Production Truck Wish List: Access
The panel of directors described their ideal mobile production units, bringing up everything from comfortable chairs and coat hangers to refrigerators and color laser printers. On the more technical side, monitor walls and layout are critical elements for everyone.
“As we get spread out as a crew, I like that graphics can now be in production,” Lowe said. “I always like to turn around and see the graphics operators. On certain crews, those are the youngest people on the crew, so I feel that they need to be with for the team dynamic.”
For Moore, access to his fellow crew members does not stop with graphics.
“I hate when you get into a truck and to talk to an audio guy, you have to go out of the truck and up around the corner,” Moore said. “I like being able to look somebody in the eye and talk to them, or o back and talk to the audio guy to make him feel like he’s a human being and not stuck in a prison. Access to as many people who work on the show as possible is a huge thing.”
More Game, Less Cement Mixers
The audio wish list does not stop with access. All four directors talked about the challenge of directing the show around audio that they may or may not be able to hear.
“You have no idea if what you’re hearing is what they’re hearing at home, or if it’s what the audio guy is hearing,” Moore said.
“The speakers that we all have in front of us are not a true barometer of what’s going out,” Bell added. “It’s always great hearing the ball on the bat, sticks, pucks, and elements that enhance the sound of the game, so we try to enhance those.”
Of all of the parts of the show, the directors said, audio is the most human-driven, as the audio mixer makes the majority of his editorial decisions without checking with the director, as there is not time to do so.
“You have to trust your audio guy,” Lowe explained. “Do you want to give fans the in-arena experience when there is profanity? You have to trust your audio guy with the integrity of the show to make decisions like pulling down crowd mikes. In baseball, fans will get on the umpire and he’s got to make that decision quickly to pull down a mic.”
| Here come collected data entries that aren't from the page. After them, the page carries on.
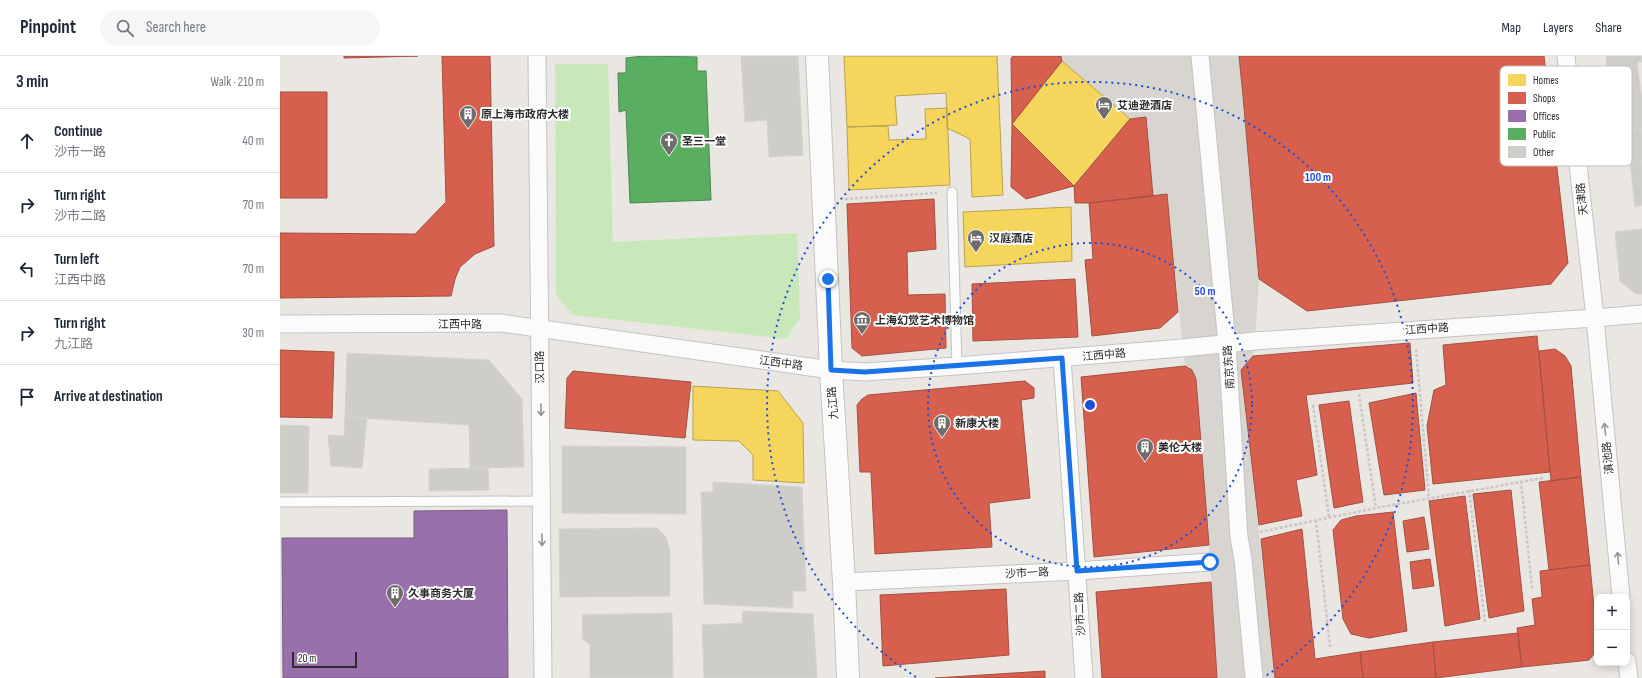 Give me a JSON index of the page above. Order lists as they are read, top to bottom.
{
  "streets": {
    "street": [
      "天津路",
      "江西中路",
      "汉口路",
      "南京东路",
      "九江路",
      "滇池路",
      "沙市一路",
      "沙市二路"
    ]
  },
  "crossings": [
    ["天津路", "江西中路"],
    ["天津路", "滇池路"],
    ["江西中路", "汉口路"],
    ["江西中路", "南京东路"],
    ["江西中路", "九江路"],
    ["江西中路", "滇池路"],
    ["江西中路", "沙市二路"],
    ["九江路", "沙市一路"],
    ["沙市一路", "沙市二路"]
  ],
  "one_way": ["汉口路", "滇池路"],
  "places": {
    "hotel": ["艾迪逊酒店", "汉庭酒店"],
    "building": [
      "原上海市政府大楼",
      "新康大楼",
      "美伦大楼",
      "久事商务大厦"
    ],
    "church": ["圣三一堂"],
    "museum": ["上海幻觉艺术博物馆"]
  },
  "legend": [
    "Homes",
    "Shops",
    "Offices",
    "Public",
    "Other"
  ],
  "scale_bar": "20 m",
  "page": {
    "header": "Pinpoint",
    "search": "Search here",
    "nav": ["Map", "Layers", "Share"],
    "heading": ["3 min", "Walk · 210 m"],
    "list": [
      ["Continue", "沙市一路", "40 m"],
      ["Turn right", "沙市二路", "70 m"],
      ["Turn left", "江西中路", "70 m"],
      ["Turn right", "九江路", "30 m"],
      "Arrive at destination"
    ],
    "map_buttons": ["+", "−"],
    "scale": "20 m"
  },
  "rings": ["100 m", "50 m"]
}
Sounds of the game and an authentic auditory in-arena experience are goals for every director, but the ancillary noises that go along with graphic and sponsor elements are not always part of that plan.
“There’s always the policy that for every visual action there’s a sound that goes with it, but I would love to see us all back up a little,” Moore said. “Not on the true sounds of the game but these friggin noises every six seconds. I don’t know why a replay has to sound like a machine that’s breaking. The sounds that we use all sound like cement mixers.”
3D Means New Positions, Designs
The panel discussed the future of 3D production for sports, and noted that a side benefit of so many 3D experiments will be the creation of new camera positions for the HD shoot.
“What I like about 3D is that is makes you rethink how you cover sports,” Grant said. “We are forced to put cameras in places that in an HD world, we would not have enough cameras to try that position.”
“It’s going to change the way you think of things,” Moore added. “At this point we can’t put eight 3D cameras out there, cover a game, and then see what the limitations are. In 3D, there may be a better place to watch the game than in center field or high home, but you don’t know what that place is until you look at the game afterwards.”
In addition to forcing directors to rethink their camera placement, 3D may force architects to rethink the way stadiums are designed.
“We always plan for traditional HD camera placement,” Lowe said. “Now in the planning process, someone’s going to have to think about placing cameras for 3D. There’s going to be some back and forth as far as premium seating versus camera placement. I think 3D is going to change the way that venues are planned.”